1) | Rehabeam |
|
De bredere verklaring van 2 Kron. 10: is te vinden, 1 Kon. 12, waar deze historie eerst beschreven is.
|
2) | Sichem; |
|
Zie Gen. 12:6.
|
3) | van het aangezicht |
|
Uit vrees van Salomo, die hem zocht te doden, misschien vernomen hebbende de profetie van Ahia; 1 Kon. 11:40.
|
4) | wederkeerde; |
|
Welverstaande, niet terstond als hij hoorde dat Salomo overleden was, maar als hij van de Israëlieten ontboden was. Zie 1 Kon. 12:2,3, en 2 Kron. 10:3.
|
5) | zonden henen, |
|
Te weten, boden.
|
6) | hard gemaakt, |
|
Versta dit van de burgerlijke lasten. Want zij moesten Salomo zijn onderhoud opbrengen, die zeer kostelijk hof hield. Zie 1 Kon. 4:7, enz. en voornamelijk, 1 Kon. 4:22,23.
|
7) | maak gij |
|
Hebreeuws, verlicht, of licht van uws vaders harden dienst en van zijn zwaar juk. Alzo onder, 2 Kron. 10:9. Men kan dit aldus overzetten: minder van den harden dienst uws vaders; en alzo in het volgende.
|
8) | goedertieren |
|
Hebreeuws, voor goed, of ten goede; dat is, genegen tot goedertierenheid, vriendschap en weldadigheid. Vergelijk Neh. 5:19; Ps. 86:17.
|
9) | te allen dage |
|
Dat is, zolang als gij leeft.
|
10) | de jongelingen, |
|
Zie van het Hebreeuwse woord Gen. 44:20. Deze jonge heren moeten redelijk bedaagd geweest zijn, dewijl Rehabeam, met wien zij opgewassen waren, een en veertig jaren oud was toen hij aan de regering kwam; 1 Kon. 14:21, en onder 2 Kron. 12:13.
|
11) | Mijn kleinste |
|
Zie de verklaring 1 Kon. 12:10.
|
12) | mijn vader heeft u |
|
Zie 1 Kon. 12:11.
|
13) | [zal u] |
|
Deze woorden zijn hier en onder, 2 Kron. 10:14, ingevoegd uit 1 Kon. 12:11,14; zie ook daar op 1 Kon. 12:11 de verklaring derzelve.
|
14) | schorpioenen |
|
Dat is, met geselen, die scherpe en kromme haken hebben, om het vlees ijselijk te verscheuren, gelijk de scorpioenen met hun kromme en scherpe staarten dodelijke wonden geven.
|
15) | hun hardelijk; |
|
Dat is, het volk, dat met Jerobeam tot den koning gekomen was; 1 Kon. 12:13.
|
16) | den raad |
|
Namelijk, dien zij hem geraden hadden; gelijk staat 1 Kon. 12:13, en zie den raad, boven, 2 Kron. 10:7.
|
17) | omwending |
|
Het Hebreeuwse woord nesibhah, hetwelk wij hier hebben, is, naar sommiger gevoelen, vast van enerlei betekenis met sibbah, dat 1 Kon. 12:15 staat; gelijk zij ook zijn van enerlei oorsprong. Zij betekenen beide omwending, omgang, omkering; idem, oorzaak.

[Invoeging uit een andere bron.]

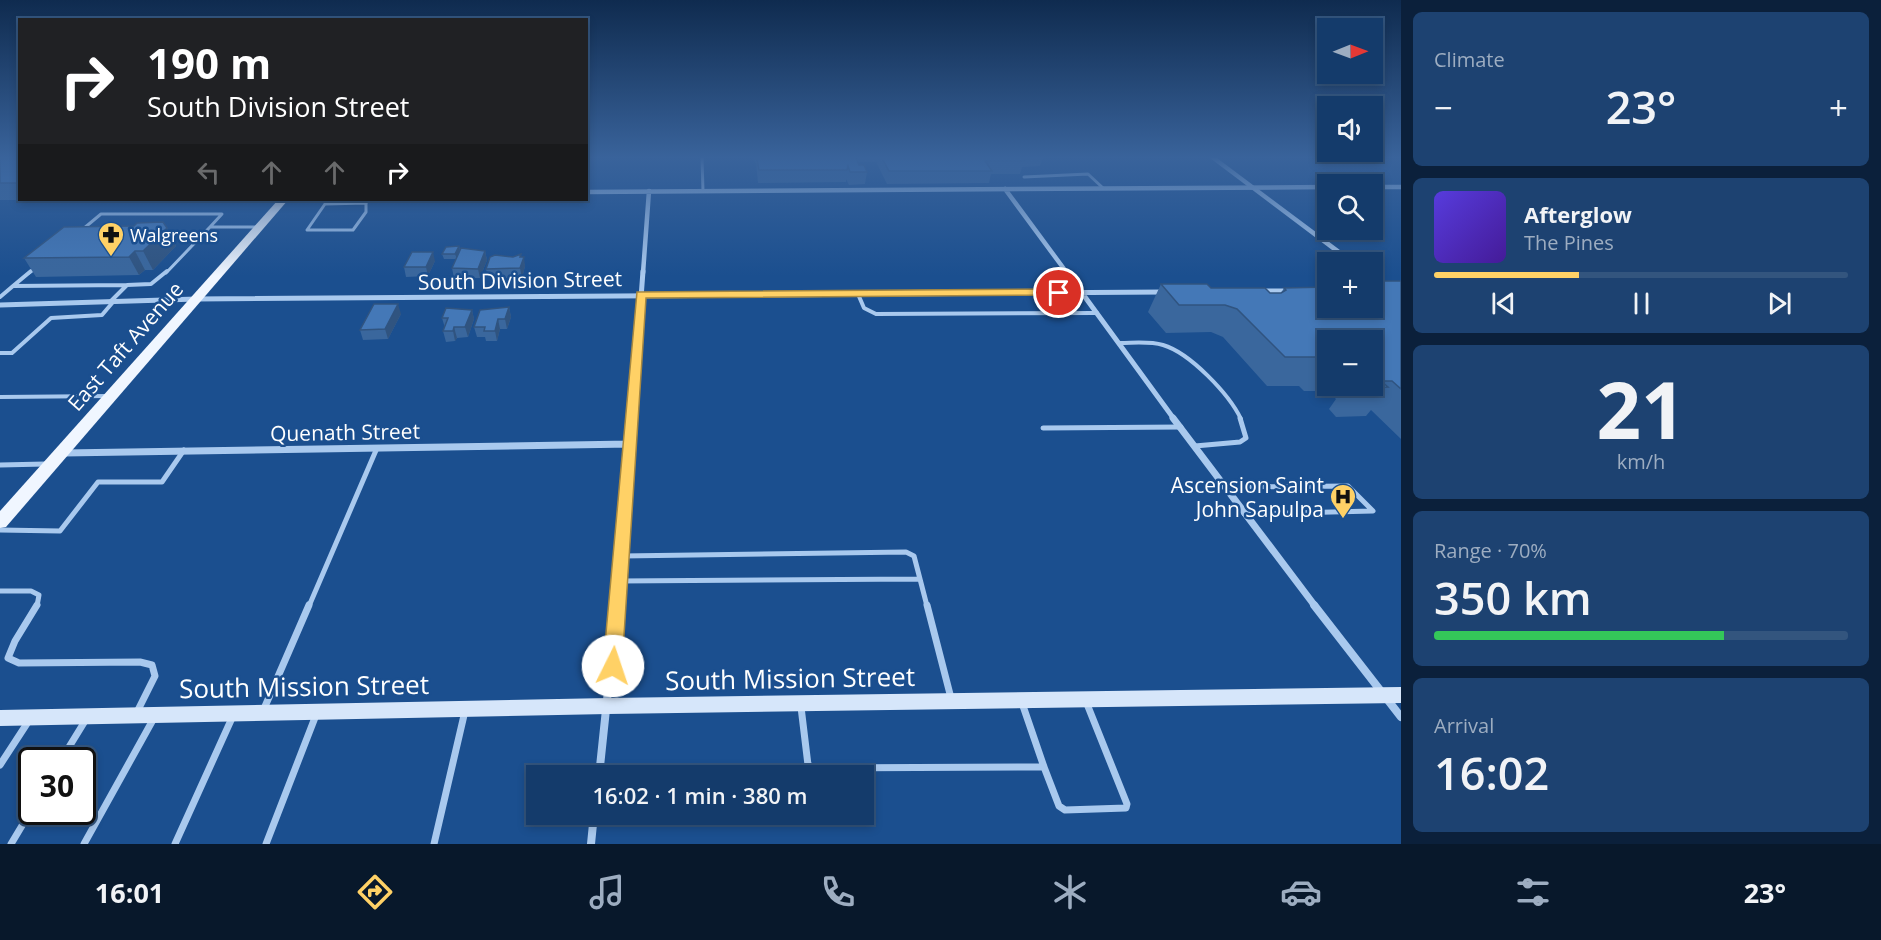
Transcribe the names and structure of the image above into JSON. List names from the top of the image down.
{
  "streets": {
    "main road": ["East Taft Avenue", "South Mission Street"],
    "street": ["South Division Street", "Quenath Street"]
  },
  "crossings": [
    ["South Division Street", "East Taft Avenue"],
    ["East Taft Avenue", "Quenath Street"]
  ],
  "places": {
    "pharmacy": ["Walgreens"],
    "hospital": ["Ascension Saint John Sapulpa"]
  },
  "north": "right",
  "page": {
    "tile": [
      "Climate",
      ["21", "km/h"],
      ["Range · 70%", "350 km"],
      ["Arrival", "16:02"]
    ],
    "map_buttons": ["+", "−"],
    "turn": ["190 m", "South Division Street"],
    "heat": ["−", "23°", "+"],
    "song": ["Afterglow", "The Pines"],
    "limit": "30",
    "trip": "16:02 · 1 min · 380 m",
    "tabs": ["16:01", "23°"]
  }
}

Versta dan door deze omwending het werk, dat alhier geschiedde, waardoor de Israëlieten zich omgekeerd hebben van den huize Davids, voorzover de oorzaak daarvan geweest is in Gods rechtvaardig oordeel, straffende de zonden der mensen. Zie hiervan breder de verklaring 1 Kon. 12:15.
|
18) | dienst |
|
Hebreeuws, de hand.
|
19) | ganse volk Israël zag, |
|
Welverstaande, uitgenomen den stam van Juda en de Israëlieten, die daaronder behoorden, van wie gesproken wordt in 2 Kron. 10:17.
|
20) | antwoordde |
|
Het Hebreeuwse woord is ook voor antwoorden genomen, zonder het woord dabar bij zich te hebben, Job 13:22, en Job 33:32, maar het wordt er bij gevonden 1 Kon. 12:16.
|
21) | zond de koning |
|
Te weten, om de verstoorde Israëlieten tevreden te stellen en tot de gehoorzaamheid van het huis Davids weder te brengen.
|
22) | Hadoram, |
|
Ook genaamd Adoram, 1 Kon. 12:18; idem [naar eniger gevoelen] Adoniram, 1 Kon. 4:6.
|
23) | schatting was; |
|
Versta, de persoonlijke schatting, waarvan zie 1 Kon. 5:13,14.
|
24) | tot op dezen dag. |
|
Dat is, welke afvallige en ontrouwe mishandeling nog duurt tot op dezen dag, te weten, als dit geschreven werd.